Un risque de surdiagnostic limité

Le principe dans la PR actuellement est d’instaurer un traitement le plus tôt possible, idéalement dans les 6 semaines qui suivent le début des symptômes selon les recommandations de la Société Française de Rhumatologie, afin de limiter le développement de lésions structurales. Il est certain que le délai pour porter le diagnostic de PR a diminué en France au cours de ces dernières années grâce à une meilleure information auprès des médecins généralistes.

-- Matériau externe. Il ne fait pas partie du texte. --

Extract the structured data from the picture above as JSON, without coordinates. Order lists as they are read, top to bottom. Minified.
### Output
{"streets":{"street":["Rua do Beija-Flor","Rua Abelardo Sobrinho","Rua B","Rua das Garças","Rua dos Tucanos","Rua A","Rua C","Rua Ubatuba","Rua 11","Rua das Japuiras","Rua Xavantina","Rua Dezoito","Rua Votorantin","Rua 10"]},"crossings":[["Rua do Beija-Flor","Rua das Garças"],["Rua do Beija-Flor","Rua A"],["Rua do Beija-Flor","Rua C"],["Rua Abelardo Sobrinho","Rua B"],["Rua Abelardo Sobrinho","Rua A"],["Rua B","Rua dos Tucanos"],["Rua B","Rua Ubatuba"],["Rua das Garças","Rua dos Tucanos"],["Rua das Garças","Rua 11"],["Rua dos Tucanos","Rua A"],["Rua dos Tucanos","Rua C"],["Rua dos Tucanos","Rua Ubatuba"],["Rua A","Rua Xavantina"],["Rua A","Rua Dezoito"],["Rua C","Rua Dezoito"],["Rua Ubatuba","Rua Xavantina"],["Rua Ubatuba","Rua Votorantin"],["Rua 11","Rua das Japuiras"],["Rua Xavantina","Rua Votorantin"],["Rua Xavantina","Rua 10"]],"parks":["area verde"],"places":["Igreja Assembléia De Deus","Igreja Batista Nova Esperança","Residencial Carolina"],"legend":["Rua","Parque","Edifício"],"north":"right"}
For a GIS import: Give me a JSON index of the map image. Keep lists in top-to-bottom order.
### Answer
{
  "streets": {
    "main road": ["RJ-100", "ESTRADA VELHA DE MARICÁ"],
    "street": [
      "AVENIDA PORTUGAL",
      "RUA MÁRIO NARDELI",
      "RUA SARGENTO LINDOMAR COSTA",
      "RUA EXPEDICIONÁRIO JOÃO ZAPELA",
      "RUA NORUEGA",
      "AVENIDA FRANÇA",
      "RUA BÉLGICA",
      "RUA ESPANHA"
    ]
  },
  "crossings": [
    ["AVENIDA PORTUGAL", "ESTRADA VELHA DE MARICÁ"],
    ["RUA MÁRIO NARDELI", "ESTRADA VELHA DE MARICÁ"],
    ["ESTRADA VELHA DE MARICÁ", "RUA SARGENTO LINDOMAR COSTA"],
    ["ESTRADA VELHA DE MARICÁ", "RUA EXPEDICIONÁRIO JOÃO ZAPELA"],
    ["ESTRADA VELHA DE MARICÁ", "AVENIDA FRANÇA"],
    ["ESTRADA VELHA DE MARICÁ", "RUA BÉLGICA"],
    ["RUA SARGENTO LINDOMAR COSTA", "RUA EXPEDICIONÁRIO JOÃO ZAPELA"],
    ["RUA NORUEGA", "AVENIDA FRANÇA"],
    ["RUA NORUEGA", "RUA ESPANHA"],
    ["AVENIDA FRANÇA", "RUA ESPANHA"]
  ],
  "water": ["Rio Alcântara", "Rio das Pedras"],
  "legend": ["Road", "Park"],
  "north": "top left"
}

Existe-t-il un risque de surdiagnostic ? Les critères de classification ACR/EULAR 2010, souvent utilisés comme critères du diagnostic, permettent actuellement un diagnostic plus précoce qu'auparavant, dès le stade de monoarthrite. Mais moins les critères diagnostiques sont spécifiques et plus le risque de porter à tort un diagnostic de PR est grand, devant des arthrites qui seraient spontanément résolutives. « Ce risque de surdiagnostic est en fait limité par la biologie et en particulier par la recherche des ACPA (anticorps dirigés contre des protéines citrullinées), fortement spécifiques de la maladie et souvent marqueurs des formes les plus actives et les plus sévères » explique le Pr Cantagrel. S’ils sont positifs, le risque de surdiagnostic est faible, mais devient réel si le facteur rhumatoïde et les ACPA sont négatifs ».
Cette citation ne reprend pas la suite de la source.